The serine protease plasmin plays detrimental roles in epithelial sodium channel activation and podocyte injury in Dahl salt-sensitive rats

Salt-sensitive hypertension is associated with poor clinical outcomes. The epithelial sodium channel (ENaC) in the kidney plays pivotal roles in sodium reabsorption and blood pressure regulation, in which its gamma subunit is activated by extracellular serine proteases.

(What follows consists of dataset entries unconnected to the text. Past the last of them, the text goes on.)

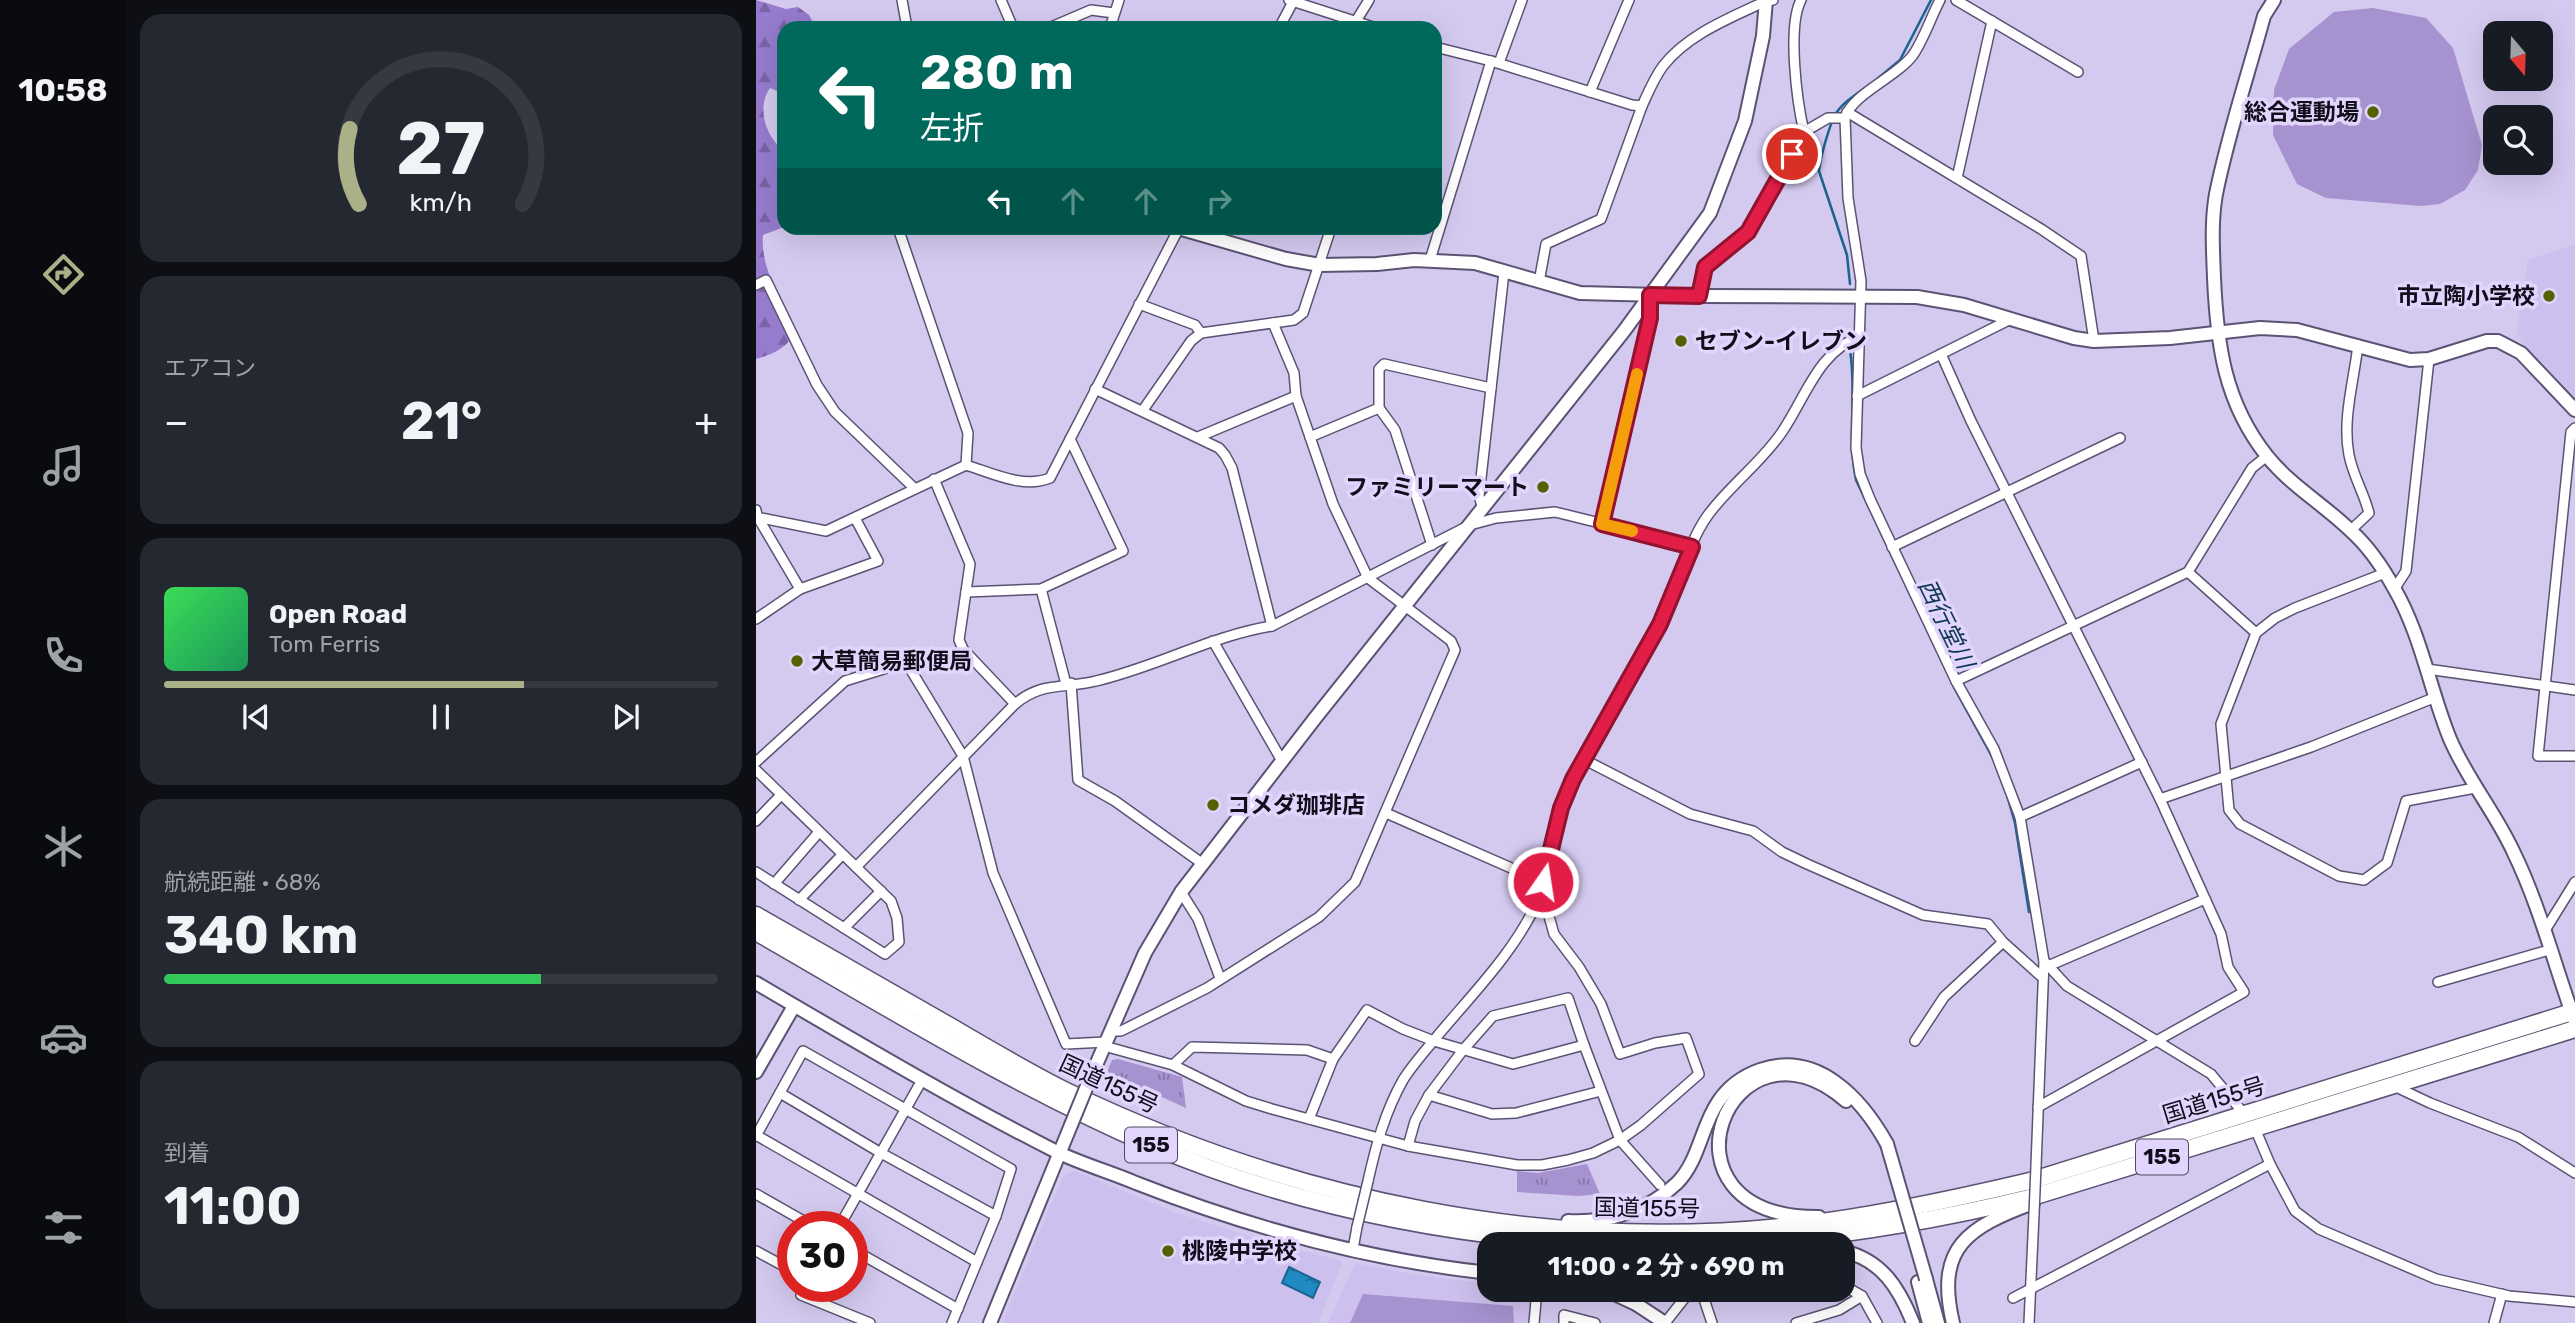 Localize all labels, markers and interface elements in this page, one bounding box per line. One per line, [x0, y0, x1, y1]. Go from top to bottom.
north arrow [2483, 21, 2553, 91]
map controls [2483, 21, 2553, 175]
text: 280 m [920, 43, 1074, 101]
icon: left [805, 49, 896, 140]
text: 10:58 [18, 71, 108, 109]
place label: 総合運動場 [2244, 98, 2359, 126]
marker: 総合運動場 [2365, 104, 2381, 120]
button: search [2483, 105, 2553, 175]
text: 27 [396, 106, 486, 192]
text: 左折 [920, 109, 984, 147]
pin [1762, 124, 1822, 184]
icon: arrive [1773, 135, 1811, 173]
icon: left [981, 182, 1019, 220]
icon: ahead [1054, 182, 1092, 220]
icon: ahead [1127, 182, 1165, 220]
icon: right [1200, 182, 1238, 220]
text: km/h [410, 188, 472, 217]
icon: directions [39, 250, 88, 299]
place label: 市立陶小学校 [2397, 282, 2535, 310]
marker: 市立陶小学校 [2541, 288, 2557, 304]
place label: セブン-イレブン [1695, 327, 1867, 355]
marker: セブン-イレブン [1673, 333, 1689, 349]
text: エアコン [164, 354, 256, 382]
text: 21° [401, 390, 482, 452]
text: − [164, 399, 189, 445]
text: + [694, 399, 718, 445]
icon: music [39, 441, 88, 490]
place label: ファミリーマート [1345, 473, 1529, 501]
marker: ファミリーマート [1535, 479, 1551, 495]
water label: 西行堂川 [1912, 575, 1981, 676]
text: Open Road [269, 599, 407, 630]
text: Tom Ferris [269, 630, 380, 658]
icon: phone [39, 631, 88, 680]
place label: 大草簡易郵便局 [811, 647, 972, 675]
marker: 大草簡易郵便局 [789, 653, 805, 669]
icon: previous [237, 698, 275, 736]
icon: pause [422, 698, 460, 736]
icon: next [607, 698, 645, 736]
place label: コメダ珈琲店 [1227, 791, 1365, 819]
marker: コメダ珈琲店 [1205, 797, 1221, 813]
icon: climate [39, 822, 88, 871]
position arrow [1506, 845, 1580, 919]
text: 航続距離 · 68% [164, 868, 321, 896]
text: 340 km [164, 904, 358, 966]
icon: car [39, 1013, 88, 1062]
street label: 国道155号 [1055, 1049, 1163, 1119]
street label: 国道155号 [2159, 1071, 2269, 1129]
road number: 155 [1125, 1128, 1177, 1162]
text: 到着 [164, 1139, 210, 1167]
road number: 155 [2136, 1140, 2188, 1174]
text: 11:00 [164, 1175, 302, 1237]
street label: 国道155号 [1594, 1193, 1700, 1223]
icon: filters [39, 1203, 88, 1252]
speed limit sign: 30 [777, 1211, 868, 1302]
place label: 桃陵中学校 [1182, 1237, 1297, 1265]
marker: 桃陵中学校 [1160, 1243, 1176, 1259]
text: 11:00 · 2 分 · 690 m [1547, 1251, 1785, 1282]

In proteinuric nephropathies, plasmin filtered through injured glomeruli reportedly activates gamma ENaC in the distal nephron and causes podocyte injury. We previously reported that Dahl salt-sensitive (DS) rats fed a high-salt (HS) diet developed hypertension and proteinuria along with gamma ENaC activation and that a synthetic serine protease inhibitor, camostat mesilate, mitigated these changes. However, the role of plasmin in DS rats remained unclear. In this study, we evaluated the relationship between plasmin and hypertension as well as podocyte injury and the effects of plasmin inhibitors in DS rats. Five-week-old DS rats were divided into normal-salt diet, HS diet, and HS+plasmin inhibitor (either tranexamic acid [TA] or synthetic plasmin inhibitor YO-2) groups. After blood pressure measurement and 24 h urine collection over 5 weeks, rats were sacrificed for biochemical analyses. The HS group displayed severe hypertension and proteinuria together with activation of plasmin in urine and gamma ENaC in the kidney, which was significantly attenuated by YO-2 but not TA. YO-2 inhibited the attachment of plasmin(ogen) to podocytes and alleviated podocyte injury by inhibiting apoptosis and inflammatory/profibrotic cytokines. YO-2 also suppressed upregulation of protease-activated receptor-1 and phosphorylated ERK1/2. These results indicate an important role of plasmin in the development of salt-sensitive hypertension and related podocyte injury, suggesting plasmin inhibition as a potential therapeutic strategy.